Just as many investors are questioning when the AI bubble will burst, just as the crypto wave continues to ebb and flow, these two major players entering their own unprecedentedly global regulatory race will drive similar volatility in the prediction market industry.
Play-by-play: Sports betting
Sports betting is a $100 billion market. For a practice that started thousands of years ago with chariot and horse racing in ancient Greece and has long been associated with gambling and crime, betting markets are rather poetically plagued by often-paralyzing regulatory hurdles.
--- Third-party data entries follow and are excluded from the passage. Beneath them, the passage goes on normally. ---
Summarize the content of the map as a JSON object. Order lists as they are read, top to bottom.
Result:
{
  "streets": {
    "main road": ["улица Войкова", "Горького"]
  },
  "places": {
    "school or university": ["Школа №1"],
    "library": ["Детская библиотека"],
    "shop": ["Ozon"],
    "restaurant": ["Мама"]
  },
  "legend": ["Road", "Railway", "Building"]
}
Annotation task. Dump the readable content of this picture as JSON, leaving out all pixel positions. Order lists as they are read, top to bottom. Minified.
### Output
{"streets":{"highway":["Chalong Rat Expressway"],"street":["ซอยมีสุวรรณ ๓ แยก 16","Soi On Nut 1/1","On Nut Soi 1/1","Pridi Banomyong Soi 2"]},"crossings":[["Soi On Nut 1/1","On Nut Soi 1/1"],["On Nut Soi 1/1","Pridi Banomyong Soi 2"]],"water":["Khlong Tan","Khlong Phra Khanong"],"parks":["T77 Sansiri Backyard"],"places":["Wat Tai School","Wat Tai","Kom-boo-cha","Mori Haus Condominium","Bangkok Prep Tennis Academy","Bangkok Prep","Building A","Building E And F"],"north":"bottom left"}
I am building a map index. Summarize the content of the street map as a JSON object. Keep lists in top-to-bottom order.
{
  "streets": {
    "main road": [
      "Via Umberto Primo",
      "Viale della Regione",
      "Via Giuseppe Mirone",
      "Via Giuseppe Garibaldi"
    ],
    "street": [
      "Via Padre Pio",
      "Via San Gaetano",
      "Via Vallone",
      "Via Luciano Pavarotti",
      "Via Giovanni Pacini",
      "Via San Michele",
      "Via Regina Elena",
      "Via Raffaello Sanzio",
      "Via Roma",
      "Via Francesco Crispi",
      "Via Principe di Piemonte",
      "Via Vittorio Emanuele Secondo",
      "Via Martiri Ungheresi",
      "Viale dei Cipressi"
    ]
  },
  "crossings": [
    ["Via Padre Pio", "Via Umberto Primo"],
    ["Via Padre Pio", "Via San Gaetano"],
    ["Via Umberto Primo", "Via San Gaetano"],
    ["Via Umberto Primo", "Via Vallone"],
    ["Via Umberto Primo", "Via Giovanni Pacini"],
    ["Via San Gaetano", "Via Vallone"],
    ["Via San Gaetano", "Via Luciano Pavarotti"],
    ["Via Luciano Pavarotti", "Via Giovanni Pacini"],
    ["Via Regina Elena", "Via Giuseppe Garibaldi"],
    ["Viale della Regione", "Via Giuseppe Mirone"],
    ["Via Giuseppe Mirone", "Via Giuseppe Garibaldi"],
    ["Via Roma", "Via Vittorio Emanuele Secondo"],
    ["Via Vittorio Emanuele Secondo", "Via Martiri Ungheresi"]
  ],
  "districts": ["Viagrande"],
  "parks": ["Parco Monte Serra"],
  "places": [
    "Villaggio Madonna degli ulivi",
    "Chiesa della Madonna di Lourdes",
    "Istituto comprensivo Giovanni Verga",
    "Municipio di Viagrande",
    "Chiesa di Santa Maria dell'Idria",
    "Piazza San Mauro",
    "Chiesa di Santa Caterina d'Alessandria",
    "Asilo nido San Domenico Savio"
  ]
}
The US Supreme Court federally legalized sports betting in 2018, formerly banned by the Professional and Amateur Sports Protection Act, “allowing each state to set its own sports gambling regulations without federal restrictions”.
Technically, sports betting is currently illegal in California, but there are ways around it; PrizePicks is the “Official Daily Fantasy Partner of the San Francisco Giants”, legally classified a “fantasy sports operator” and not considered “online gambling”. DraftKings Sportsbook does restrict users from placing real money bets in states where sports wagering is not permitted. DraftKings is working hard to get California on board.
Because event contracts are regulated as financial instruments not structured and regulated in the same way as sportsbooks, prediction market platforms “could reshape the sports betting landscape by introducing lower-cost alternatives to traditional state-regulated sportsbooks”; the caveat, of course, is this only becomes a sustained market if “[these platforms] can withstand CFTC regulation”.
With college football, the NFL, US Open, and MLB in full swing, just to name a few, trading volume on Kalshi recently hit $300 million in one weekend, almost $200 million on football Sunday, with more than 95% of all trading involving sports contracts (Kalshi launched sports contracts at the start of 2025).
Kalshi specifically differentiates trading event contracts from sports betting and stock trading in the mechanics of how their platform works. Kalshi matches counterparts such that someone needs to take the other side of what you are betting (charging transaction fees per trade), unlike traditional sportsbooks that accept bets on both sides of outcomes markets and charge commission on losing bets.
There are open challenges from state regulators:
“[Massachusetts] Attorney General Andrea Joy Campbell alleged in a filing that sports event contracts, which Kalshi introduced in January 2025, violate the state's sports wagering laws, which require operators to be licensed. Campbell is asking for a court to block Kalshi from offering sports prediction markets in the state without a license, as well as seeking monetary and other relief.” — CoinDesk, September 12, 2025
But these are not regulatory challenges specific to prediction market platforms. As much as sports betting keeps prediction market platforms afloat via pure trading volume in the seasons between other high-volume events like elections, more at risk in this regulatory space are platforms like DraftKings and Fanatics built on traditional sports books. The question now is how long dedicated sports betting platforms will survive in a landscape increasingly overtaken and defined by new players creating new markets with new rules.
As they say in the rodeo, “Cowboys may come and go, but the rodeo is forever”. That couldn’t be more true of the cowboys riding these modern bull markets.